Thorpe looks forward to Surveyor's second extension.
In addition to mapping operations, the spacecraft is targeting images
of potential landing sites for the 2003 Mars Exploration Rovers. In its
extended mission, the Surveyor has been given latitude to take pictures at
different angles and target areas missed in the prime mission.
A Beautiful View
One of the tasks that scientists want to do is obtain stereo
(three-dimensional) images of some areas already covered. To do this,
the spacecraft has to be pointed off-nadir. Nadir is the point directly
below the observer; hence if the spacecraft is "tipped," the
target can be imaged up to 30 degrees away from the original ground
track. When a place imaged from one angle is pictured again from another
angle, the images can be overlaid to create a stereo picture.
Artist's concept of the Mars Global Surveyor in a downward-pointing nadir position and an off-nadir slightly backward-pointing position.
This technique is useful for providing dramatic views of the planet's
surface and to study the vertical profile of its atmosphere. For example,
scientists want as complete a picture as possible of potential landing
sites for the 2003 Mars Exploration Rovers. The stereo images taken
by Global Surveyor will help substantially in the final site selection.
"There is still so much to learn about Mars," said Mars
scientist Dr. Ken Edgett, Malin Space Science Systems, San Diego,
Calif. "Our high-resolution camera is testing hypotheses formulated
over the past two decades using Mariner 9 and Viking data and even
new theories from Surveyor and Mars Odyssey images. We're seeking
to understand previous observations, and to monitor changes that are
taking place due to weather and changes in polar frost."
So How's the Weather on Mars?
Mars has seasons, just as Earth does. Using the Mars orbiter camera on
Surveyor, scientists are now able to monitor the red planet's weather
changes from one martian year (about twice as long as an Earth year) to
the next. One of their discoveries has been that the southern polar ice
cap, long thought to be permanent, isn't so permanent.

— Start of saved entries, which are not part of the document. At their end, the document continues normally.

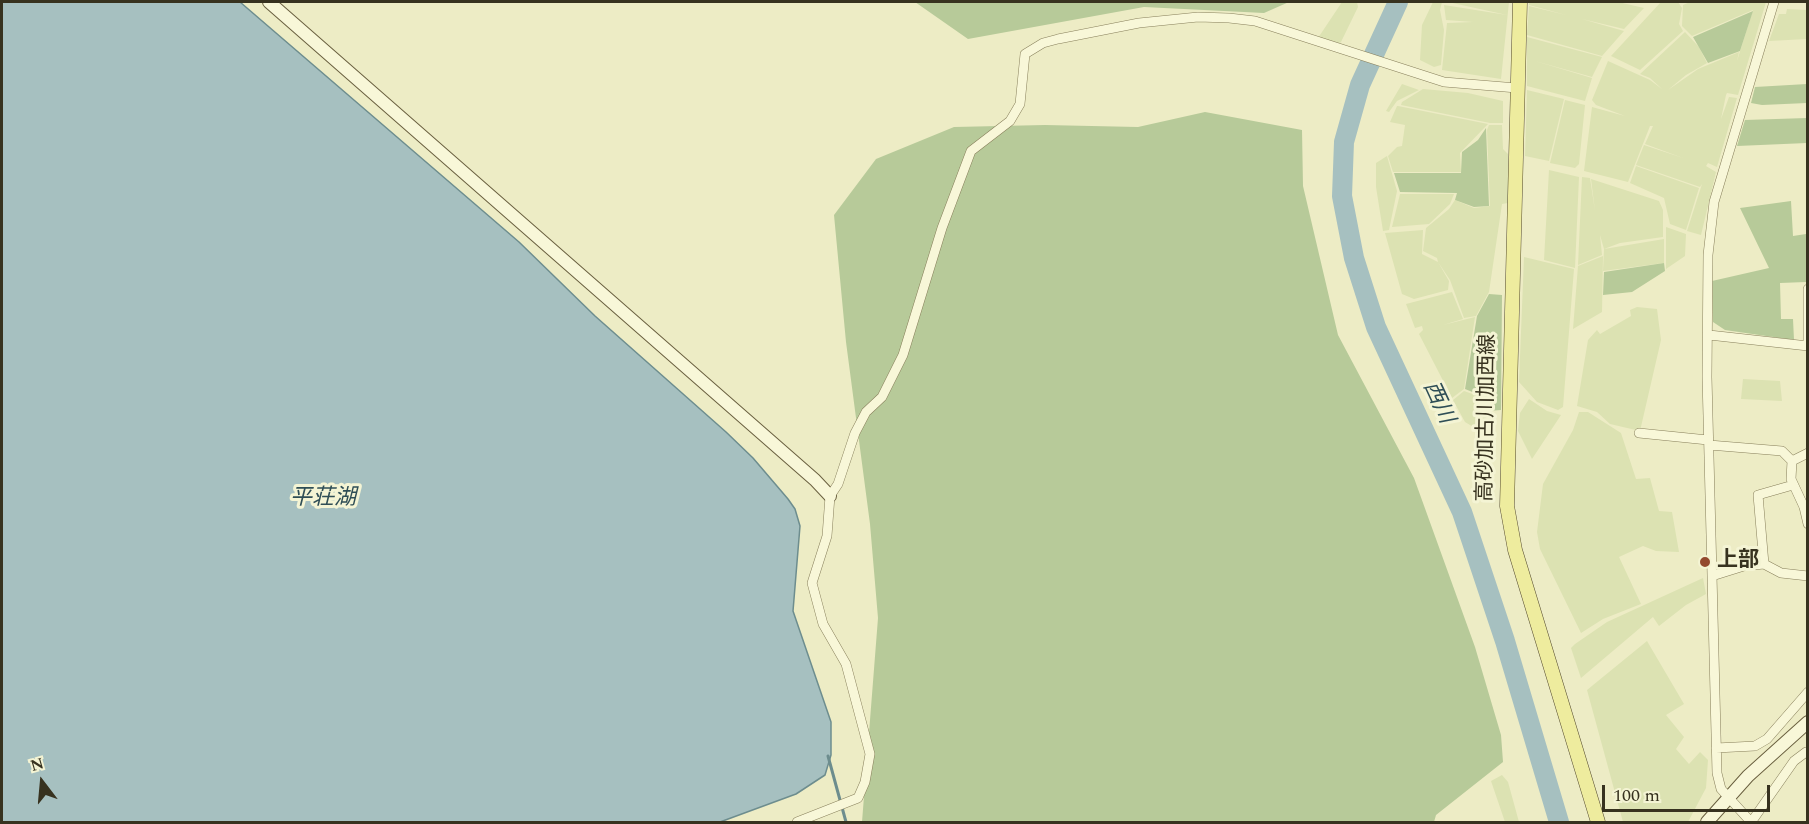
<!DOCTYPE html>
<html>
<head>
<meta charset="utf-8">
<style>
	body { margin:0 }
	#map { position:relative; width:1809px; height:824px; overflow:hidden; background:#edecc5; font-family:Spectral,serif }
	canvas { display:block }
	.frame { position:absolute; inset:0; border:3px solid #37321f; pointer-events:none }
	.north { position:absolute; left:12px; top:752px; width:60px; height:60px; -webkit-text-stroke:4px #f4f4d4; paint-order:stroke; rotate:344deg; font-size:16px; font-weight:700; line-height:24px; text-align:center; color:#37321f }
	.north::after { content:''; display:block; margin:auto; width:21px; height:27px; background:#37321f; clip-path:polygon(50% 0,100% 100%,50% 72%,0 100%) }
	.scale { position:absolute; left:1602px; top:785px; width:168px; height:27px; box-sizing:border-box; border:3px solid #37321f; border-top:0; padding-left:8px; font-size:18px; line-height:21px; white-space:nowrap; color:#37321f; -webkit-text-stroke:4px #f4f4d4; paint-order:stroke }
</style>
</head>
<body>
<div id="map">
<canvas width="1809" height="824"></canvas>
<div class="frame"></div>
<div class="north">N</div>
<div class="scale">100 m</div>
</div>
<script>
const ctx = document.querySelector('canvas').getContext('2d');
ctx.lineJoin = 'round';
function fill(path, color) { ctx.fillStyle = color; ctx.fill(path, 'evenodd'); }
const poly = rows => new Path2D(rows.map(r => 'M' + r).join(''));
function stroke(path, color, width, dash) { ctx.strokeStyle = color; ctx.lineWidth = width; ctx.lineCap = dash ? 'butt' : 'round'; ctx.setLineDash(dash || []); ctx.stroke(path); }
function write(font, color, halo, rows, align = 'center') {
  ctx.font = font + ' Spectral,"Noto Sans JP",serif'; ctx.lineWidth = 6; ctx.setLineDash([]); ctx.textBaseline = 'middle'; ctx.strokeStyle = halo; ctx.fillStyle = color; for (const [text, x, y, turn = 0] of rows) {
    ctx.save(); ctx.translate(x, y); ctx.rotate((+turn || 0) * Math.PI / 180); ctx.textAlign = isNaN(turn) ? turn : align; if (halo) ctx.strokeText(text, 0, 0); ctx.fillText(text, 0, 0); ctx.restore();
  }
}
const farmland = poly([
	[1342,2,1357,2,1358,7,1341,42,1338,44,1318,38],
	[1433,2,1442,2,1440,10,1444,30,1441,65,1434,67,1420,60,1422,25],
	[1448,2,1509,2,1501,79,1442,70,1447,23,1473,22,1446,20,1444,5,1507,15],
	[1529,2,1618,2,1644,8,1624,29,1582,19,1624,31,1602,56,1527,35,1529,6,1566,15,1529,5],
	[1661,2,1678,2,1682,8,1679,24,1683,31,1640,70,1611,56],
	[1690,2,1766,2,1738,95,1727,93,1726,95,1721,119,1729,97,1737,98,1717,167,1708,163,1706,166,1716,172,1701,235,1687,231,1702,184,1700,187,1636,165,1644,145,1683,158,1645,144,1653,126,1650,126,1628,182,1584,171,1592,107,1625,116,1596,105,1592,100,1608,61,1650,80,1662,89,1650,78,1640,74,1685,32,1699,47,1707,63,1686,75,1668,90,1698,69,1739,52,1737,61,1753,10,1692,36,1682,26,1683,5],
	[1787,9,1807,10,1807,39,1769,41,1779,14,1786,14],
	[1527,37,1602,57,1592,77,1535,61,1592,78,1585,101,1527,86],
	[1402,84,1419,90,1397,101,1389,112,1386,111],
	[1423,89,1468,93,1503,101,1503,123,1490,123,1401,105,1402,102],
	[1527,90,1564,99,1549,161,1525,156],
	[1565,100,1585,105,1579,164,1575,168,1550,163],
	[1397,106,1398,106,1488,124,1460,153,1461,172,1393,172,1388,156,1397,147,1402,146,1405,125,1390,122],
	[1489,125,1502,125,1503,149,1508,154,1508,203,1502,204,1489,292,1476,316,1464,318,1450,280,1438,262,1449,281,1448,290,1414,299,1402,294,1385,233,1423,230,1422,254,1438,262,1437,258,1423,251,1426,228,1449,209,1455,200,1474,208,1490,206,1487,130],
	[1387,156,1397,191,1389,230,1383,231,1376,187,1376,163],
	[1636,166,1699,188,1686,230,1670,224,1664,198,1630,183],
	[1549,170,1579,177,1575,268,1544,260],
	[1582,177,1590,178,1595,211,1591,179,1659,201,1663,210,1663,237,1620,243,1604,249,1664,239,1664,263,1603,271,1604,249,1600,235,1602,255,1578,265],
	[1400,194,1454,194,1450,204,1429,224,1392,227],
	[1666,227,1686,234,1685,256,1666,269],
	[1603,256,1602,312,1573,329,1578,266],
	[1524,257,1574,269,1563,407,1558,410,1537,402,1519,382],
	[1452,292,1463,319,1443,325,1475,317,1464,389,1452,398,1419,334,1423,330,1422,326,1415,328,1406,304],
	[1637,307,1657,309,1661,340,1640,431,1610,424,1597,412,1577,406,1588,340,1597,330,1600,334,1631,316,1630,310],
	[1743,379,1780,381,1782,401,1741,399],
	[1464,391,1484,398,1488,416,1475,428,1465,422,1453,400],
	[1529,399,1547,411,1561,415,1532,459,1518,431,1520,413],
	[1579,412,1588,412,1621,433,1636,479,1650,478,1659,511,1672,512,1679,552,1656,551,1643,546,1619,557,1641,604,1603,619,1581,633,1540,549,1537,532,1543,484,1573,430],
	[1703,578,1706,594,1686,605,1659,626,1653,617,1581,678,1571,648,1575,644,1607,622],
	[1647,641,1684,704,1666,715,1684,737,1676,749,1689,764,1700,752,1708,760,1706,788,1688,822,1623,822,1587,690],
	[1502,775,1508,782,1519,822,1505,822,1491,781]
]);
const green = poly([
	[915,2,1289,2,1264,13,1144,7,968,39],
	[1753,11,1740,51,1708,63,1693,37],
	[1807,84,1807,103,1762,105,1751,103,1755,87],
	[1205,112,1302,130,1303,186,1338,335,1414,478,1475,647,1501,735,1503,762,1436,815,1434,822,862,822,878,618,870,524,846,342,834,215,876,159,954,127,1045,125,1138,127],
	[1807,118,1807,143,1737,146,1745,120],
	[1486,128,1489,206,1474,207,1455,200,1457,193,1400,192,1394,173,1461,173,1462,152,1478,140],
	[1791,201,1793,236,1806,234,1808,229,1806,282,1780,283,1781,319,1793,319,1794,340,1725,330,1713,322,1712,281,1769,268,1740,208],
	[1664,263,1665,271,1632,292,1603,295,1604,272],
	[1489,294,1502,295,1501,410,1488,411,1485,397,1465,389,1477,316]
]);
const water = poly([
	[2,2,240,2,519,242,595,316,726,432,753,458,788,499,795,509,800,526,793,611,831,722,831,755,825,775,796,794,720,822,2,822,2,2]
]);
const stream = poly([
	[828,756,846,822]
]);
const river = poly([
	[1398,2,1360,85,1344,142,1342,196,1354,258,1376,327,1462,512,1505,641,1559,822]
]);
const street = poly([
	[1709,335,1808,346,1808,289],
	[1639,433,1708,440],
	[1709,445,1782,451,1792,461],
	[1808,453,1792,461,1791,479,1804,507,1808,524],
	[1764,564,1758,495,1793,485],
	[1712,576,1744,566,1764,564,1781,573,1808,576],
	[1716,748,1755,746,1767,739,1808,692],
	[1752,821,1794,761,1806,752],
	[797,822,858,798,865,782,870,754,846,664,823,624,812,583,827,536,830,496,838,484,855,433,866,412,882,397,903,355,942,228,971,151,1010,121,1020,104,1025,54,1043,43,1058,39,1139,23,1198,17,1229,18,1255,21,1444,82,1517,88],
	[1751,822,1721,789,1717,773,1707,377,1708,255,1714,202,1774,2]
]);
const secondary = poly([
	[269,2,815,480,830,496],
	[1707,822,1748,776,1808,722]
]);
const primary = poly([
	[1520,2,1507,506,1515,550,1598,822]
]);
const markers = [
	[1705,562,6,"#93492e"]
];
const streetNames = [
	["高砂加古川加西線",1488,418,-89]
];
const poiNames = [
	["上部",1717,562]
];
const waterNames = [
	["西川",1437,403,65],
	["平荘湖",323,500]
];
fill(farmland, '#dce2b2');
fill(green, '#b7ca99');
fill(water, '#a6c0c0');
stroke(water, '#6d8d8e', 1.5);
stroke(stream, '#6d8d8e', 3);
stroke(river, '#a6c0c0', 20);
stroke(street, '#877f5b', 10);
stroke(secondary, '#695f3f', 14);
stroke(primary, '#554b30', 15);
stroke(street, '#f8f7d8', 9);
stroke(secondary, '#f8f7d8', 12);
stroke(primary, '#eeec9e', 14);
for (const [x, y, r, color] of markers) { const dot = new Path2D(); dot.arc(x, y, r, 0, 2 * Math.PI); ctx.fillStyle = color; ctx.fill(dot); stroke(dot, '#f4f4d4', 2); }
write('21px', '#37321f', '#f4f4d4', streetNames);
write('bold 21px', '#37321f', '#f4f4d4', poiNames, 'left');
write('italic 22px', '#2f4e56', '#f4f4d4', waterNames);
</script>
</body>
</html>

Springtime at Mars' southern polar cap
"What we're finding is just short of incredible," said
Edgett. "For most of the Mars year, the weather patterns are very
predictable. Last year, in late June, we had global dust storms that
obscured the planet for three months - an event that did not fit the
patterns we'd otherwise seen. We found that there were lots of storms
going on at once, not that there was one gigantic global dust storm, as
was thought during previous events."
Thorpe said, "The weather reports are very important, since
weather will affect future spacecraft landings and operations on the
surface of Mars, including the 2003 Mars Exploration Rovers."
Weekly Mars weather reports are available by going to the Mars
Exploration page at http://marsprogram.jpl.nasa.gov
and clicking on the How's the Weather on Mars box.
Students interested in exploring Mars further can go to
for more information on the red planet.
Extensions Lead to Discoveries
"One of the reasons I'm so very excited about the
second extension is because every week there is something
new and surprising in our data," said Mars scientist Ken
Edgett. "And what's really cool is that every four to six
months we discover something totally amazing. Last year, we
were flabbergasted to find that the southern polar
"permanent" ice cap isn't so permanent. We're
now tracking changes to the cap on shorter time scales."
Each winter, frost forms a seasonal polar cap covering
everything from 60 degrees latitude to 90 degrees latitude;
it retreats in spring. The permanent ice cap, which is mostly
carbon dioxide, remains through the entire summer and was
previously thought to be permanent.
"We now know that even in summer the ice is
subliming (converting directly from solid to vapor) at a rate that
suggests the entire cap could disappear in a few thousand to
tens of thousands of years," said Edgett. "There's
a lot of carbon dioxide in the permanent cap, but we're finding
that it is going away on a larger time scale
[than the seasonal frost], independent of season."